To read original PDF of the print article, click here.
Configuration Management Tips
Allan G. Folz
Whether you're just getting started with version control techniques or an old pro, this article has some good suggestions for you to improve your overall plan.
Many organizations have adopted the use of source configuration management (SCM) tools. While having the right tool for the job is the mantra of professional mechanics everywhere, knowing how to use the tool is equally important. Hammers, screwdrivers, and wrenches are largely self-explanatory; such is not the case with SCM tools. This article will review how SCM delivers higher quality software and aids developers working together; show how it should be used to gain maximum advantage; and how it fits into the bigger CM picture.
SCM and the development effort
As an embedded engineer, I have had countless experiences where a new bug is discovered when trying out some feature that is in the process of minor tweaking. Often, the question asked is, “did something on the hardware break or has my software introduced a new bug?” Pre-development (or prototype) hardware is error-prone and very sensitive. When things go wrong or new bugs are discovered, you can't be sure if the hardware is somehow to blame or the software is at fault. This is particularly true when a unit stops responding altogether. By having the ability to back up and try a previous, “known-good” executable, you can quickly determine whether the hardware or software is at fault.
Another useful debugging technique CM provides is the ability to try out and test prior executables for the presence of a newly discovered bug. If the bug can be characterized as existing in one executable (Y), but not in the executable immediately prior (X), you know the bug resulted from the set of changes that made executable Y different from executable X.

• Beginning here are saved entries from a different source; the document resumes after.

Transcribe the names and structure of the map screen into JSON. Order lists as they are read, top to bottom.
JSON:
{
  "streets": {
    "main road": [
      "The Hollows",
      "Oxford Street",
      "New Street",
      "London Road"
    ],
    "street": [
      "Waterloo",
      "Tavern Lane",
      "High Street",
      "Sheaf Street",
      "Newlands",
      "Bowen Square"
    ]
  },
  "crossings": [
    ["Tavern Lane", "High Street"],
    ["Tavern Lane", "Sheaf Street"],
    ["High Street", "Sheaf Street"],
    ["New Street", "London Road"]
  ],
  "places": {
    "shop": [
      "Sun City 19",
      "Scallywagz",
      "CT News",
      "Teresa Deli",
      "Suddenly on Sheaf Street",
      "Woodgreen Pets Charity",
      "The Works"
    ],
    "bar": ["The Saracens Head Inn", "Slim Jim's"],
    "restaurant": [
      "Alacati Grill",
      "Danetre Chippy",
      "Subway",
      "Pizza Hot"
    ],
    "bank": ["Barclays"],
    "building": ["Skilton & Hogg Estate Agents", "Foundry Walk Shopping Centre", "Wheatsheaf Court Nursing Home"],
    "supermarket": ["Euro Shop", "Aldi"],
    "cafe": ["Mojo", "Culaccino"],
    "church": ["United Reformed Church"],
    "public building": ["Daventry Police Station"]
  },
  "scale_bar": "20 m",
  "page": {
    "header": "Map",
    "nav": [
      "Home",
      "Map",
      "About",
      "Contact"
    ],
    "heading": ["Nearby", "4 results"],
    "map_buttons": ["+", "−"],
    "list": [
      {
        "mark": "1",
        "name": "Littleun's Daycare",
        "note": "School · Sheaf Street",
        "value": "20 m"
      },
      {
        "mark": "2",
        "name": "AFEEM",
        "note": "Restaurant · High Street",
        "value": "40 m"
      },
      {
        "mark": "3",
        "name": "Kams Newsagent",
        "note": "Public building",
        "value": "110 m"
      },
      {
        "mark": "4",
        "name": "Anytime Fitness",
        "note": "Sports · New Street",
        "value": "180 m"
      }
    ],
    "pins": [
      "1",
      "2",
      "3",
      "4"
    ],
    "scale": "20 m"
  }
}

For software already in production, once a bug has been located, the affected executables must be identified, and, depending on the circumstances, customers notified. This problem is somewhat similar to batch manufacturing processes. If a defect is found, all affected products must be located and repaired or replaced. As a result, manufacturers use product ID codes to track all products that are of the same batch. SCM tools make use of version numbers and release labels to track and identify products. This ability may be a non-issue for teams and organizations that develop a single product from a single code base. However, for engineers developing multiple, closely related products, this capability is extremely useful. It allows them to use a single code base as much as possible while still being able to know exactly which source modules were used to create any given product. When a bug is found in a source module, the engineers are able to know which executables are affected.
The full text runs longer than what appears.